The mobster and his prospective son-in-law inhabit mutually exclusive worlds, but turn out to have more in common than either could have imagined: both are emotionally stunted, dress dapperly, speak in code, and enjoy weddings.
In no time at all, Grant is inveigled into laundering money for the mob. He thinks he is only doing one job for them, but they reckon he has signed on for life.
A more incisive and satirical comedy might have played up the similarities between the upper-class Englishman and the Maf-iosi or shown up the pretensions of the New York art world. Instead, Mickey Blue Eyes (which was produced by Liz Hurley) relies all too heavily on Grant's star appeal.

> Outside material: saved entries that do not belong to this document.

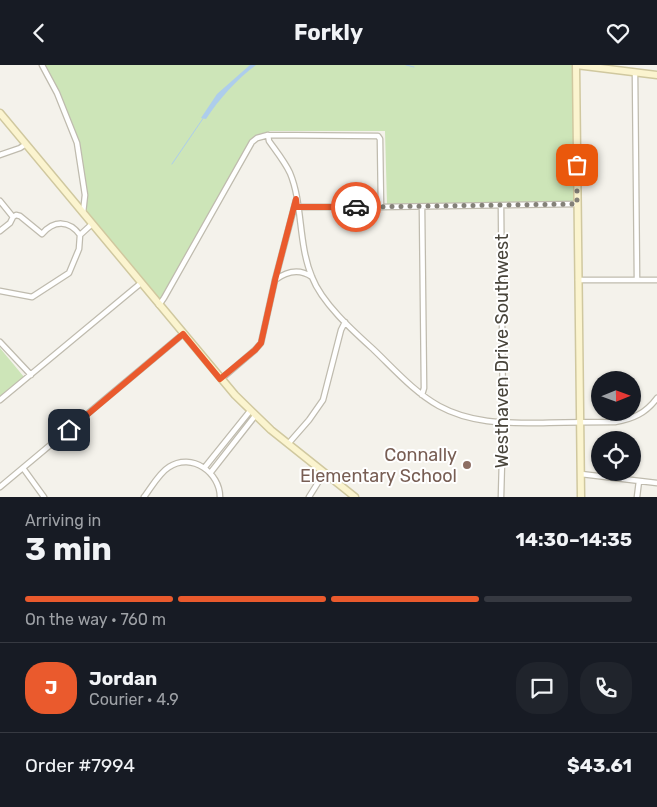 <!DOCTYPE html>
<meta charset="utf-8">
<style>
:root{--surface:#171b24;--page:#20242c;--text:#f1f3f6;--muted:#9ea1a6;--line:#363941;--accent:#ea5a2d}
body{margin:0;font-family:Rubik,sans-serif;background:var(--page);color:var(--text);height:100vh;display:flex;flex-direction:column;font-size:19px;white-space:nowrap}
*{box-sizing:border-box;margin:0}
p{font-size:16px;color:var(--muted)}
.icon{flex:none;width:28px;height:28px;fill:none;stroke:currentColor;stroke-width:2;stroke-linecap:round;stroke-linejoin:round}
.map{position:relative;height:432px;overflow:hidden}
.panel{display:flex;flex-direction:column;background:var(--surface);flex:1}
.panel>*{flex:none}
.needle{width:32px;rotate:89deg}
.fabs{position:absolute;left:591px;top:306px;display:grid;gap:10px}
.fabs a{display:grid;place-items:center;width:50px;height:50px;border-radius:50%;background:var(--surface);box-shadow:0 1px 4px #0004;font-size:25px}
.pin{position:absolute;display:grid;place-items:center;width:42px;height:42px;color:#fff;margin:-21px;border-radius:10px;box-shadow:0 2px 8px #0006}
.courier{position:absolute;display:grid;place-items:center;width:50px;height:50px;margin:-25px;border:4px solid #ea5a2d;border-radius:50%;background:#fff;color:#222;box-shadow:0 1px 6px #0007}
.headline em{font-style:normal;font-weight:700}
.headline div{display:flex;flex-direction:column-reverse}
.headline{display:flex;align-items:center;justify-content:space-between;height:85px;padding:0 25px}
h1{font-size:32px;font-weight:700;line-height:38px}
.bar{display:grid;grid-template-columns:repeat(4,1fr);gap:8px 5px;align-content:center;height:60px;padding:0 25px}
.bar i{height:6px;border-radius:4px;background:var(--line)}
.bar .current{background:var(--accent)}
.bar p{grid-column:span 4}
.line{display:flex;align-items:center;gap:12px;padding:0 25px;border-top:1px solid var(--line)}
.line div{flex:1}
.round{display:grid;place-items:center;flex:none;width:52px;height:52px;border-radius:20px;background:var(--page)}
header{display:flex;justify-content:space-between;align-items:center;height:65px;padding:0 25px;background:var(--surface);font-size:22px;font-weight:700}
.map>svg:first-child{display:block}
.green{fill:#cde5b8}
.water{fill:#adcdec}
.lines{fill:none;stroke-linecap:round;stroke-linejoin:round}
.stream{stroke:#adcdec;stroke-width:1}
.street-casing{stroke:#bfbbae;stroke-width:7}
.secondary-casing{stroke:#d0c89f;stroke-width:9}
.street{stroke:#fff;stroke-width:4.5}
.secondary{stroke:#fbf4cf;stroke-width:6}
.done{stroke:#848178;stroke-width:5;stroke-dasharray:0 9}
.route{stroke:#ea5a2d;stroke-width:6}
.education-dot{fill:#8d6e63;stroke:#fff;stroke-width:2}
.labels{text-anchor:middle;dominant-baseline:central;stroke-width:4;stroke-linejoin:round;paint-order:stroke}
.street-label{font-size:18px;fill:#48443a;stroke:#fff}
.education-label{font-size:18px;fill:#785e54;stroke:#fff;text-anchor:end}
</style>
<header><svg class="icon" aria-label="back" viewBox="0 0 24 24"><path d="M15 5l-7 7 7 7"/></svg>Forkly<svg class="icon" aria-label="heart" viewBox="0 0 24 24"><path d="M12 20l-8-8c-3-5 5-10 8-4 3-6 11-1 8 4z"/></svg></header>
<div class="map">
<svg width="657" height="432" viewBox="0 0 657 432">
<rect width="100%" height="100%" fill="#f4f2eb"/>
<path class="green" d="M 42,0 L 572,0 L 576,138 L 387,139 L 385,66 L 270,66 L 251,78 L 160,242 L 81,144 L 83,130 L 77,79 Z
M 0,283 L 24,312 L 0,333 Z"/>
<path class="water" d="M 250,0 L 256,0 C 236,15 220,33 206,54 L 201,53 L 217,29 Z"/>
<g class="lines">
<path class="stream" d="M 406,0 L 414,2
M 172,99 L 204,52"/>
<g class="street-casing">
<path id="street" d="M 42,0 L 57,28 L 77,78 L 85,130 L 83,148
M 635,7 L 637,215
M 268,70 L 269,76 C 276,86 285,97 290,108 C 303,139 298,179 312,212 C 322,238 352,265 373,284 C 394,304 414,327 439,341 C 472,359 507,358 543,358 C 567,357 591,357 615,357 C 633,354 646,348 657,333
M 0,90 L 20,83 L 26,79
M 0,136 L 13,152 L 16,150 L 20,151 L 42,169 C 54,155 69,155 80,170
M 501,141 L 503,358 L 501,432
M 297,142 L 381,142 L 577,139
M 422,142 L 424,323 L 422,330
M 0,166 L 10,158 L 13,152
M 275,215 C 287,206 299,203 312,212
M 578,215 L 657,215
M 0,226 L 32,232 L 69,208 L 79,184 L 80,170 L 92,159
M 159,240 L 164,233 L 252,77 L 257,73 L 268,70 L 378,71 L 380,74 L 381,142
M 0,277 L 31,310
M 221,314 L 255,285 L 261,278 L 275,215 L 296,135
M 0,335 L 141,218
M 288,379 L 309,355 L 323,335 L 341,265 L 345,257
M 205,402 L 250,346
M 23,403 L 44,432
M 211,407 L 255,351
M 581,409 L 657,418
M 0,422 L 183,269
M 144,432 C 151,423 159,408 169,402 C 192,387 220,408 220,432
M 309,432 L 324,408
M 637,432 L 639,416"/>
</g>
<g class="secondary-casing">
<path id="secondary" d="M 576,0 L 581,432
M 576,0 L 657,10
M 0,48 L 235,330 L 271,365 L 355,432"/>
</g>
<use href="#street" class="street"/>
<use href="#secondary" class="secondary"/>
</g>
<g class="lines">
<path class="done" d="M 356,142 L 577,139 L 577,100"/>
<path class="route" d="M 69,365 L 183,269 L 220,314 L 255,285 L 261,278 L 275,215 L 296,134 L 297,142 L 356,142"/>
</g>
<circle class="education-dot" cx="467" cy="400" r="5"/>
<g class="labels">
<g class="street-label">
<text transform="translate(502 286) rotate(-90)">Westhaven Drive Southwest</text>
</g>
<g class="education-label">
<text x="457" y="390">Connally<tspan x="457" dy="21">Elementary School</tspan></text>
</g>
</g>
</svg>
<div class="fabs">
<a><svg class="needle" viewBox="-14 -14 28 28"><path d="M0-13l5 13h-10z" fill="#e53935"/><path d="M0 13l5-13h-10z" fill="#9ea1a6"/></svg></a>
<a><svg class="icon" aria-label="locate" viewBox="0 0 24 24"><circle cx="12" cy="12" r="6"/><path d="M12 2v4M12 18v4M2 12h4M18 12h4"/></svg></a>
</div>
<div class="pin" style="left:577px;top:100px;background:#ea580c"><svg class="icon" aria-label="bag" viewBox="0 0 24 24"><path d="M5 8h14l-1 12H6zM9 8a3 3 0 0 1 6 0"/></svg></div>
<div class="pin" style="left:69px;top:365px;background:#1f2937"><svg class="icon" aria-label="home" viewBox="0 0 24 24"><path d="M3 11l9-7 9 7M6 9v11h12V9"/></svg></div>
<div class="courier" style="left:356px;top:142px"><svg class="icon" aria-label="car" viewBox="0 0 24 24"><path d="M5 17H2v-5l4-1 3-4h7l3 4 3 1v5h-3M9 17h6M6 11h13"/><circle cx="7" cy="17" r="2"/><circle cx="17" cy="17" r="2"/></svg></div>
</div>
<section class="panel">
<div class="headline"><div><h1>3 min</h1><p>Arriving in</p></div><em>14:30–14:35</em></div>
<div class="bar"><i class="current"></i><i class="current"></i><i class="current"></i><i></i><p>On the way · 760 m</p></div>
<div class="line" style="height:90px"><b class="round" style="background:var(--accent);color:#fff">J</b><div><b>Jordan</b><p>Courier · 4.9</p></div><a class="round"><svg class="icon" aria-label="chat" viewBox="0 0 24 24"><path d="M4 5h16v11H9l-5 4z"/></svg></a><a class="round"><svg class="icon" aria-label="phone" viewBox="0 0 24 24"><path d="M5 4h4l2 5-3 2q2 4 5 5l2-3 5 2v4C11 20 4 13 5 4z"/></svg></a></div>
<div class="line" style="height:65px"><div>Order #7994</div><b>$43.61</b></div>
</section> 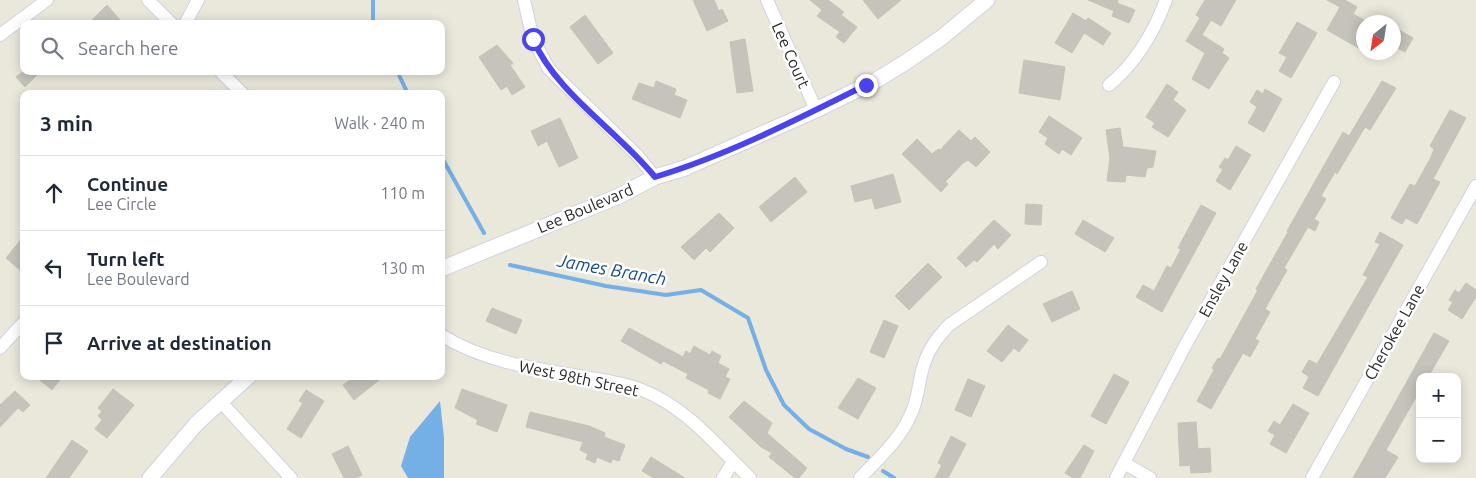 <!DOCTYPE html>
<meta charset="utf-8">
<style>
:root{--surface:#fff;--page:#f2f2f3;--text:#1f2937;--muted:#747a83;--line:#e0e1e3}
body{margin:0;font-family:Ubuntu,sans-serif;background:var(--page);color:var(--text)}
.controls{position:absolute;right:15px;bottom:15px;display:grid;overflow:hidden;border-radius:10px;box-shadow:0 2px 12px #0003}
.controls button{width:45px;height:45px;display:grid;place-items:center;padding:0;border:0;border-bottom:1px solid var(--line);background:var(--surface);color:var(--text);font:25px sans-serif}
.compass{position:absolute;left:1356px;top:15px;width:45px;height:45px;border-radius:50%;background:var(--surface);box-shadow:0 2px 12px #0003;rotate:210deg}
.stop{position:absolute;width:15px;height:15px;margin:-11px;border:4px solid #4944ee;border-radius:50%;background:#fff}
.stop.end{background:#4944ee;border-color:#fff;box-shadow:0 1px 5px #0008}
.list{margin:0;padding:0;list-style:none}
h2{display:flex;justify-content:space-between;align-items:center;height:65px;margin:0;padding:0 20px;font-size:21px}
h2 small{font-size:16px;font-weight:400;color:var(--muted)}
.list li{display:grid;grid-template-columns:32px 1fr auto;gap:15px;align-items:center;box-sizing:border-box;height:75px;padding:0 20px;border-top:1px solid var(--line)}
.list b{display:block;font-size:19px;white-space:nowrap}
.list p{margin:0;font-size:16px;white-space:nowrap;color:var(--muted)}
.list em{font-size:16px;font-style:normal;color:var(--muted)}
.icon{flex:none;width:28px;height:28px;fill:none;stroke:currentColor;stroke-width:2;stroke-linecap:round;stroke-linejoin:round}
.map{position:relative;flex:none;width:1476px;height:478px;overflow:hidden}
.search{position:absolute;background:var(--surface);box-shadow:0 2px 12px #0003;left:20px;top:20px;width:425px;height:55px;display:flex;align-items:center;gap:12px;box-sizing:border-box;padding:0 18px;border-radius:10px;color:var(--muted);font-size:19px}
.panel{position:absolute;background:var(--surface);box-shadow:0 2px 12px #0003;left:20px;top:90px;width:425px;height:290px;border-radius:10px}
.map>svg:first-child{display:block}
.water{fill:#74afe6}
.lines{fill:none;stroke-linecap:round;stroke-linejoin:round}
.stream{stroke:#74afe6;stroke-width:4}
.building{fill:#c5c3bb;stroke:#c5c3b5}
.minor-casing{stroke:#d1d1e1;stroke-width:14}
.tertiary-casing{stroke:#d1d1e1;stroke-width:17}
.minor{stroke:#fff;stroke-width:12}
.tertiary{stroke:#fff;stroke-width:15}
.route{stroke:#4944ee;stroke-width:6}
.labels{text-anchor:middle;stroke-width:5;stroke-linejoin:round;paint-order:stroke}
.street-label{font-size:16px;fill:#292929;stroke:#fff}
.water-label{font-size:18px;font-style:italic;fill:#164b90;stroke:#fff}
</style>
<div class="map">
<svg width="1476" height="478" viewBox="0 0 1476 478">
<rect width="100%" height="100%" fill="#eae7db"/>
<path class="water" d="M440,401l4,37v40h-36l-7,-12 9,-29z"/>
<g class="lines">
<path class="stream" d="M373,24v-24
M397,71l11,23
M441,156l43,77
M510,265l96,21 60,9 35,-5 47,28 18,52 18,35 25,24 37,20 22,8
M883,471l11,7"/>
</g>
<path class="building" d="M693,0h21l5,11 3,-2 6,12 -21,10z
M810,0h18l16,12 -3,3 16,12 -13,16 -8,-6 4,-5 -23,-16 5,-6z
M863,0h38l-23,19z
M1088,0h30l-1,3 18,7 -6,13 -17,-7 2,-5z
M1205,0h31l-15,26 -10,-6 -9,15 22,14 -2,4 7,5 -20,31 -17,-10 13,-26 -19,-12 14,-23 -4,-3z
M1327,0h18l12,7 -4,7 11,6v31l-37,-21 13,-23z
M107,5l13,15 -5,4h-27z
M1073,13l13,8 2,-3 23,15 -8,12 -19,-12 -12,20 -17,-10z
M585,15l28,38 -15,11 -28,-37z
M1297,22l20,11 -26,45 -12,-7 8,-14 -8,-4z
M1399,30l14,8 -8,14 -11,-6z
M745,39l8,52 -16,2 -7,-51z
M497,45l16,18 -3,2 15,22 -13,8 -5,-9 -6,4 -22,-33z
M1024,60l41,7 -5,33 -41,-7z
M24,71h17l-16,16 -9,-10z
M656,81l20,8 -2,6 13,5 -7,18 -48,-19 7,-16 15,5z
M1382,81l14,7 -26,42 -5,-3 -28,47 -2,-2 -14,24 5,3 -12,20 5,3 -4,9 -7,-4 -24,41 3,2 -22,39 5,3 -15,27 4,2 -9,16 -7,-4 -32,56 -14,-8 17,-31 -2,-2 6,-10 2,1 38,-69 -2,-1 32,-57 -1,-1 56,-99 6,4z
M1167,84l11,8 -5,8 13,10 -18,27 -16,-10 3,-4 -9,-6z
M1265,89l17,10 -18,33 -16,-9 9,-16 -7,-5 7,-12 6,4z
M1450,110l16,8 -33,61 7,3 -23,42 -11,-6 -4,6 -11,-6 19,-34 5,2 15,-27 4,-10 -4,-3z
M1049,116l33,22 -11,17 -9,-6 -3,5 -14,-10 3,-6 -9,-6z
M560,118l18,40 -19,9 -12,-26 -9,5 -7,-15z
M1120,128l3,19 33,4 -3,16 -6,1 -2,9 -19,-2 -1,7 -18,-1 3,-23 -4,-28z
M959,130l12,11 4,-4 15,15 -14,15 -8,-7 -5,3 -18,19 3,2 -7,8 -39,-38 15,-15 15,15 6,-5 2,1z
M1236,146l15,9 -21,35 -14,-9 7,-12 -4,-2 6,-9 3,2z
M893,174l8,28 -26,7 -3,-11 -17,4 -4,-16z
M795,177l12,15 -36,30 -12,-15z
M1026,204l16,1 -1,20 -16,-1z
M1201,205l15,8 -54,99 -26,-15 7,-12 11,6 13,-25 4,2 10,-19 -3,-1z
M719,213l15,15 -24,24 -4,-4 -12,12 -13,-13z
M994,220l17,15 -13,14 -4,-5 -17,18 -3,-2 -8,7 -9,-9z
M1083,220l31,18 -9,14 -30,-18z
M1380,232l23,13 -85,151 -15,-8 6,-11 -7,-5 7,-12 8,4 51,-87 -5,-2 17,-31 -5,-2z
M24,236v29l-4,5 -14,-12z
M928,263l14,14 -33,33 -14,-14z
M1466,283l10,7v7l-14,22 -14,-9 5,-8 -4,-2 6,-10 4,3z
M1072,291l8,18 -28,13 -9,-18z
M492,308l30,12 -6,14 -30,-13z
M884,320l14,6 -14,32 -14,-6z
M1008,325l20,15 -9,12 -5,-4 -12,14 -15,-11z
M629,328l54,29 3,-6 4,3 4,-8 16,9 2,-4 9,5 -3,7 11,6 -4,8 5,2 -10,20 -12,-6 1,-3 -23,-12 2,-4 -25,-13 -2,3 -40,-23z
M1434,333l15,8 -21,36h-8v13l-34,60 12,7 -13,21h-32z
M1114,374l15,8 -23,42 -15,-8z
M35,376h28l-11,14z
M356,376h28l-30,24 -11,-15z
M858,378l18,10 -18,31 -20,-11z
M968,379l17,7 -14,31 -16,-7z
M113,389l21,16 -27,33 -12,-9 7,-9 -4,-4 4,-5 -4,-3z
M462,389l45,16 -10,27 -21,-8 2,-4 -23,-12z
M306,390l18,11 -23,37 -14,-9 16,-26 -4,-2z
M15,391l15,14 -7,7 -5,-4 -18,19v-22z
M744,401l28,22 -5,10 40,35 -8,10h-4l-26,-21 3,-4 -11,-6 -32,-30z
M1293,404l16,9 -23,40 -16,-9 5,-9 -7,-4 6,-10 6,4z
M530,412l59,14 16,7 -1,4 21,8 -6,16 -7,-2 -1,4 -14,-6 -2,6 -9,-4 2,-5 -8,-4 3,-8 -57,-15z
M1196,422l2,27 12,-1 1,24 -20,1 -1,-8 -10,1 -2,-43z
M951,436l15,8 -18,34h-13l7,-13 -4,-2z
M72,440l16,11 -19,27h-23z
M1084,445l10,6 -14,27h-7l-8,-5z
M348,446l14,29 -6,3h-12l-12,-24z
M651,457l34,21h-31l-12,-7z"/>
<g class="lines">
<g class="minor-casing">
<path id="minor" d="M148,0l24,24
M524,0l9,39 16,30 88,86 18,22
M767,0l49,110
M185,24l13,-24
M0,35l47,-35
M220,71l23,23
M1109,85c27,-22 45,-53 57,-85
M441,335c42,26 89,33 138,41 21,4 42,6 63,14 44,17 75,56 108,88
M0,348l24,-26
M220,401l71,77
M1124,463l26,15
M723,478l10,-16
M860,478c20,-21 43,-41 53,-69 6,-15 6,-31 11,-45 5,-16 14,-27 25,-39l92,-63
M1116,478l70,-134 148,-262
M1312,478l164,-292"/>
</g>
<g class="tertiary-casing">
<path id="tertiary" d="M441,269l178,-73 36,-19 30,-9 131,-58 59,-29 31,-19 35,-24 46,-38
M150,478l47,-55 52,-47"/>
</g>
<use href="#minor" class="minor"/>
<use href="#tertiary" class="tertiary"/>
</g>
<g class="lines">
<path class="route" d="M533,39c22,53 85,92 122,138 73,-22 143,-58 211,-92"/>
</g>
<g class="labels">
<g class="street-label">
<text transform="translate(791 55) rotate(66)" y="6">Lee Court</text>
<text transform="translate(585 208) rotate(-23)" y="6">Lee Boulevard</text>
<text transform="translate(1223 279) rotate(-61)" y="6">Ensley Lane</text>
<text transform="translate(1394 332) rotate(-61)" y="6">Cherokee Lane</text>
<text transform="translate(579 378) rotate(12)" y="6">West 98th Street</text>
</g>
<g class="water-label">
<text transform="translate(612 270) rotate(10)" y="6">James Branch</text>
</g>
</g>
</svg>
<div class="controls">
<button>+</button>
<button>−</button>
</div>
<svg class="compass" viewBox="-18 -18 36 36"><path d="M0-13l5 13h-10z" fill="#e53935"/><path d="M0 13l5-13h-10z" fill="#747a83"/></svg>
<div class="stop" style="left:533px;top:39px"></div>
<div class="stop end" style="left:866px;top:85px"></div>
<div class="search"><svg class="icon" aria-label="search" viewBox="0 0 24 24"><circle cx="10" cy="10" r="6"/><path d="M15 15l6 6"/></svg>Search here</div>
<section class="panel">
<h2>3 min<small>Walk · 240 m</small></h2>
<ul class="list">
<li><svg class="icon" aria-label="ahead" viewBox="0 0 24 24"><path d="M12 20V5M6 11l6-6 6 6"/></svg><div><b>Continue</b><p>Lee Circle</p></div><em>110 m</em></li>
<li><svg class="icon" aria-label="left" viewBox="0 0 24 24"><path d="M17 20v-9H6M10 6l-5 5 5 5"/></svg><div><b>Turn left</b><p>Lee Boulevard</p></div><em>130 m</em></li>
<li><svg class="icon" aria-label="arrive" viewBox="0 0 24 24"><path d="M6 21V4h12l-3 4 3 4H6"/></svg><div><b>Arrive at destination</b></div></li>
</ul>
</section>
</div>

Director Kelly Makin seems uncertain whether he is making a romance, a screwball comedy, a mob drama or yet another film about a yuppie in peril in the tradition of After Hours and Something Wild.
Mickey Blue Eyes has its share of crowd-pleasing moments. As a dating movie, it just about passes muster, but that doesn't hide the fact that it is bland and unambitious filmmaking.